History in Objects: Death Star Plans Datacard

  • Link Copied

The Rogue One prop had to be designed from scratch.  

“History in Objects” is a continuing series exploring Lucasfilm’s legacy stretching from our founding in 1971 to today. Through objects both rare and commonplace, the company’s past, present, and future are brought to life.

With the Disney+ series Andor nearing the end of its captivating first season, audiences are once again witnessing the formative era of the Rebellion depicted in Rogue One: A Star Wars Story, and continued in Star Wars: A New Hope.

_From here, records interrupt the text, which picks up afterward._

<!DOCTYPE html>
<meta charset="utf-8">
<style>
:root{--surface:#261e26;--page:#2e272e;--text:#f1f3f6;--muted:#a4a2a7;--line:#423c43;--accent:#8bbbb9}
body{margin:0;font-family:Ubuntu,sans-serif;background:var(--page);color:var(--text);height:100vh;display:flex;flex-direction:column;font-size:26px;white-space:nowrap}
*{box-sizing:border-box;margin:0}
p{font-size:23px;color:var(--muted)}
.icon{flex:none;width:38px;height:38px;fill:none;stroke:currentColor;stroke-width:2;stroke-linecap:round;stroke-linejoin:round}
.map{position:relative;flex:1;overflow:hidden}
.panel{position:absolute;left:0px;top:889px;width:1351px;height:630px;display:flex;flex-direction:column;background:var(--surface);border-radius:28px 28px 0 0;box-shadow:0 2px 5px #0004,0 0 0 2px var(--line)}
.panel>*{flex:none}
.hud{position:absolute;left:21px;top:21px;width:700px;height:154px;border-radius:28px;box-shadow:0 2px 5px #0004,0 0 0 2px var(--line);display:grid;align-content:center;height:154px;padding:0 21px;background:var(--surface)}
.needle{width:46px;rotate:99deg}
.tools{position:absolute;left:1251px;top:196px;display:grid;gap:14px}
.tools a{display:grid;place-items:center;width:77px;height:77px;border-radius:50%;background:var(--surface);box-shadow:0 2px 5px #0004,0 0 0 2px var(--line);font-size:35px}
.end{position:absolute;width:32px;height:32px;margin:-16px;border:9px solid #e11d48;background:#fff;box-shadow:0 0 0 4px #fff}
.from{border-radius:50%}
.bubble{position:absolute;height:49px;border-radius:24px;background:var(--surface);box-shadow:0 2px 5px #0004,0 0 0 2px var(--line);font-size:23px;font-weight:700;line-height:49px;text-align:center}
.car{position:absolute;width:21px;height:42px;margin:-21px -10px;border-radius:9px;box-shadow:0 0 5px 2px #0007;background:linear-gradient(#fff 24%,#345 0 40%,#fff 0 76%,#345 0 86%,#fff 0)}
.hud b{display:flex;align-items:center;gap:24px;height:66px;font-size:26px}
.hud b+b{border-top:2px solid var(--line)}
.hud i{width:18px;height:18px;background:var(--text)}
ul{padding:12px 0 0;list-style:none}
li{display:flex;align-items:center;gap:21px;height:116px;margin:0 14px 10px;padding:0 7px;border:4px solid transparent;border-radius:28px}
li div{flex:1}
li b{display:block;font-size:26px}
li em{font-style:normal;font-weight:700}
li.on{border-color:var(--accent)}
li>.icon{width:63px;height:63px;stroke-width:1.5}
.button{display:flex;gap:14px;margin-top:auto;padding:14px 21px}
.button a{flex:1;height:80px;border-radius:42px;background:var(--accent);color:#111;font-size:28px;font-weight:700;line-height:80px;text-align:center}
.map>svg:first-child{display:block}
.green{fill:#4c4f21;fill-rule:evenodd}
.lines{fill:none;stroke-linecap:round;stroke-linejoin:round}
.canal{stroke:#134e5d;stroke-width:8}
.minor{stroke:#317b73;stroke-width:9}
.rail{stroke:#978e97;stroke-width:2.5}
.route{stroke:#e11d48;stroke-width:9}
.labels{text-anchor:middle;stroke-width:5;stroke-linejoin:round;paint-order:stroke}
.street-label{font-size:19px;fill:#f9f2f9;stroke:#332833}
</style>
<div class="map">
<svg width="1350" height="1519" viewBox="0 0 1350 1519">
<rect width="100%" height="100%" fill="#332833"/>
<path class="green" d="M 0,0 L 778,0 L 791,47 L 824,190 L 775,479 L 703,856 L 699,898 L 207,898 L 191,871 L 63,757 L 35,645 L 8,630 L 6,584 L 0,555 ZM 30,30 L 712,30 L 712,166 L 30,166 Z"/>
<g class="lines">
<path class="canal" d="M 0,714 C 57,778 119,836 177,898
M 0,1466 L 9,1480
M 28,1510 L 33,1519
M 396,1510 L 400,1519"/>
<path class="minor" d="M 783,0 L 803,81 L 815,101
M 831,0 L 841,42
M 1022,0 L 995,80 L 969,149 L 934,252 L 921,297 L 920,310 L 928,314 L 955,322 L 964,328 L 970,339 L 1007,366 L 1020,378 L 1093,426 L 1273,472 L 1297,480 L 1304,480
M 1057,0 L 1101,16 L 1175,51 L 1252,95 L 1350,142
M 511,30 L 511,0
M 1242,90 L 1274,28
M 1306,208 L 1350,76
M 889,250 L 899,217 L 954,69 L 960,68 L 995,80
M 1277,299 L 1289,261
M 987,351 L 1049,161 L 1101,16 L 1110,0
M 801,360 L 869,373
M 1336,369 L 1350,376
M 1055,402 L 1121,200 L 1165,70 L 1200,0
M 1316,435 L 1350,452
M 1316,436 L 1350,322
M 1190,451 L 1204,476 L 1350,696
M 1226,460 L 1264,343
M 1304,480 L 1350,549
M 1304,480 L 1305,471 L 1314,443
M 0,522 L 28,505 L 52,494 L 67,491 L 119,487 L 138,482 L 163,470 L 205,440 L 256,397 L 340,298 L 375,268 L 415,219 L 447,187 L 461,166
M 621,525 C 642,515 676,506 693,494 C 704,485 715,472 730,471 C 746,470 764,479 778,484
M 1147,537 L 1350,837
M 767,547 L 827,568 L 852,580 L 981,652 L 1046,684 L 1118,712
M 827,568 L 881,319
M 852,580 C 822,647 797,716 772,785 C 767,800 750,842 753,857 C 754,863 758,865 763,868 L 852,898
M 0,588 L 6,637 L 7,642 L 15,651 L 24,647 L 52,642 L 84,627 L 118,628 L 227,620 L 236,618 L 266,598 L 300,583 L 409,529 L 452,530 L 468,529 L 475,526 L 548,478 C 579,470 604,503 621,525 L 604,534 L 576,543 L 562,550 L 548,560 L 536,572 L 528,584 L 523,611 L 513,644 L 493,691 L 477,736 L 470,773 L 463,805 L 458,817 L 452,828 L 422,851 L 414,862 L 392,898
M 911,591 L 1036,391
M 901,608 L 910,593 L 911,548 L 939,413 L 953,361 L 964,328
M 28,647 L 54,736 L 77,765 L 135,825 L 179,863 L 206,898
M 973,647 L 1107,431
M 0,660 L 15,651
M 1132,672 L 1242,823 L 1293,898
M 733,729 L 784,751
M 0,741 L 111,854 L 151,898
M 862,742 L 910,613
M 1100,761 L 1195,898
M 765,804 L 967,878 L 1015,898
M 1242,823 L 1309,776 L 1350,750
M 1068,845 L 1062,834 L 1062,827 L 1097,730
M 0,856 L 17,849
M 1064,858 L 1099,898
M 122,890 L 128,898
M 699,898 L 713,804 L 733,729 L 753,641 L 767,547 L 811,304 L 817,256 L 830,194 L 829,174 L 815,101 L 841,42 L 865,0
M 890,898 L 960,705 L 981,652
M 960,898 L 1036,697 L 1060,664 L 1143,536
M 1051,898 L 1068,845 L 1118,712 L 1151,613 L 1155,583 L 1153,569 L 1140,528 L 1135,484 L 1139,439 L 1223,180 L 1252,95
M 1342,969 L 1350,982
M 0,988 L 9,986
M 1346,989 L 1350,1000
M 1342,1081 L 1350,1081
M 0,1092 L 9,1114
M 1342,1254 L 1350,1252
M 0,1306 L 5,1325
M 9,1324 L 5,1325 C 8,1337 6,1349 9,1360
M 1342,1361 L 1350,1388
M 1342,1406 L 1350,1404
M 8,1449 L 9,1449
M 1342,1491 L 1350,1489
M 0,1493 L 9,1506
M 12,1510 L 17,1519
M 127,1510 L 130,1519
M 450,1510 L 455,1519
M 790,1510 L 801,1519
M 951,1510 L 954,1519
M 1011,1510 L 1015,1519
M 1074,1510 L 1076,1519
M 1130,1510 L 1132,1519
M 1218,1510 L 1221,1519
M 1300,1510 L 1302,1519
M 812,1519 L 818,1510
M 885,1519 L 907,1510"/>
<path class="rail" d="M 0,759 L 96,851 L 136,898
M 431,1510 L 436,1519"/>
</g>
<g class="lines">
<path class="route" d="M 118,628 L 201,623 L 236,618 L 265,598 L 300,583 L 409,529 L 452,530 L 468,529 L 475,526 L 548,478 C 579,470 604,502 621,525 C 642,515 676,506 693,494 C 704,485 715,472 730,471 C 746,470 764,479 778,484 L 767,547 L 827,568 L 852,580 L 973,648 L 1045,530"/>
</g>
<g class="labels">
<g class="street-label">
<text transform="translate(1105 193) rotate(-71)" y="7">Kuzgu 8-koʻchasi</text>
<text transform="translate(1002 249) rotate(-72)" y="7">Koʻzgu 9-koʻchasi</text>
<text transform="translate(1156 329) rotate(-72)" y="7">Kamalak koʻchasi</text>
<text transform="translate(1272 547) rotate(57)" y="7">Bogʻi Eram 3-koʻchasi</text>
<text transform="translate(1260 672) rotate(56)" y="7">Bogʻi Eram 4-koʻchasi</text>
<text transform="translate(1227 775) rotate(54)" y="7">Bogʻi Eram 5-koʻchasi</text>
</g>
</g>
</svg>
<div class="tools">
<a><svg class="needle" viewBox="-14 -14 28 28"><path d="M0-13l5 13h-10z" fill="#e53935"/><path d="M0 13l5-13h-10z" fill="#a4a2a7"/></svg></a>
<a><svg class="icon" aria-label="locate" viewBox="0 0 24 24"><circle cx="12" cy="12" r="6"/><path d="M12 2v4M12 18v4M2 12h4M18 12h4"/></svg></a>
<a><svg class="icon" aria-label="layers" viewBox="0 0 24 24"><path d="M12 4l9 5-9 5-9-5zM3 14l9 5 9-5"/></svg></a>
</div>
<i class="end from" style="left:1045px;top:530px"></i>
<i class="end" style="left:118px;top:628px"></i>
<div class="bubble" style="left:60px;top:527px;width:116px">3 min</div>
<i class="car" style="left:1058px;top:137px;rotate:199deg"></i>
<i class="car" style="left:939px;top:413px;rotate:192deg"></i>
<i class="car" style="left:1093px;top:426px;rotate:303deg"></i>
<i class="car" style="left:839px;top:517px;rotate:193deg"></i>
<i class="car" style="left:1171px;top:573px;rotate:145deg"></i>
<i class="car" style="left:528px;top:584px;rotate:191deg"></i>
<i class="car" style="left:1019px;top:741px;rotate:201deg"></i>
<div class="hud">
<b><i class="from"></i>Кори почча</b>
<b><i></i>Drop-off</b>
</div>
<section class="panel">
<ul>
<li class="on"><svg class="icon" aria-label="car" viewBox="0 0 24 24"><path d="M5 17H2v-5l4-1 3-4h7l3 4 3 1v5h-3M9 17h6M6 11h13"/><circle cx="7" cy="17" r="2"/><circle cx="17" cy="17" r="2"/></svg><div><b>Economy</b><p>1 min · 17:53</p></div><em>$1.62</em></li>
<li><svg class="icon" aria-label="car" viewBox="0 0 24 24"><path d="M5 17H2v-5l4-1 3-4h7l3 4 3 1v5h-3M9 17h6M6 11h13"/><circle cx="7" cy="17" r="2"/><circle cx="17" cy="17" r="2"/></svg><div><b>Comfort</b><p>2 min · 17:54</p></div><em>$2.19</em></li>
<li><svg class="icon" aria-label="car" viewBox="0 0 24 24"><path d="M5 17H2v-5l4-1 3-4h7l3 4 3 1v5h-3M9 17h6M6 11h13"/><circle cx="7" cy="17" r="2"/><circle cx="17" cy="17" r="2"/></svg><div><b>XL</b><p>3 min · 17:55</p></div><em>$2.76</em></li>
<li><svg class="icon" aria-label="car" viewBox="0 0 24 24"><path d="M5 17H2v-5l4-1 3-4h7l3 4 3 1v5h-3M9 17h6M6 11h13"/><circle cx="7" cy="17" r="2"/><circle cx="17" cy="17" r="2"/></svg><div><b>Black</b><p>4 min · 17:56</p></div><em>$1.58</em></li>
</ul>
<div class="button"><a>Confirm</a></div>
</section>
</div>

The storylines of those two films were connected by a runaway blockade runner, a Rebel princess, and a thin metal datacard containing the plans to the Empire’s top-secret superweapon, the Death Star.

That datacard – briefly glimpsed in Rogue One as the Rebel ship is attacked by Darth Vader – is seen again in an early moment from A New Hope, when Princess Leia furtively transfers the Death Star plans to R2-D2. While the actual datacard prop used in A New Hope remains lost, the one used in Rogue One – which allowed some new surface detail to be revealed – is safely housed in the Lucasfilm Archives.

“The datacard was manufactured by the Rogue One prop department to match as closely as possible the card we see at a distance in A New Hope,” says Lucasfilm manager of physical assets Portia Fontes. “It’s etched metal with a brass inlay, and is one of several designs for the datacard that we have in the Archives.”

The reason there were several designs made for the Rogue One datacard is because the Death Star plans were potentially going to be carried on multiple devices in the film, according to concept artist Matthew Savage. “At one point in the script there were many different datacards doing different things in different scenes so we designed some chunky cards,” he explains. “[Director] Gareth [Edwards] really wanted our film to run seamlessly into A New Hope, so the final version had to be in line with the slim card you see Leia holding in that film.”

In addition to the slim shape of the card, the actual surface design was influenced by the aesthetics of A New Hope. “The pattern was inspired by early ‘70s circuit boards,” continues Savage. “The temptation with Star Wars is to always go super-complicated, but A New Hope is actually a very sparse-looking movie with analog technology, and we really want to sit in that universe.”

While the fate of the galaxy rests on the successful transfer of data from that card, Savage views the iconic prop as both significant and innocuous at the same time. “That’s what I always enjoyed about working on Star Wars props,” he says. “The card is a very simple design, but because of the weight it carries in the film it becomes its own little corner of Star Wars history.”

As plain and spare in design as the datacard prop may be, for many fans it embodies what Leia – and a newly-emboldened Rebellion – needed in their most desperate hour: Hope.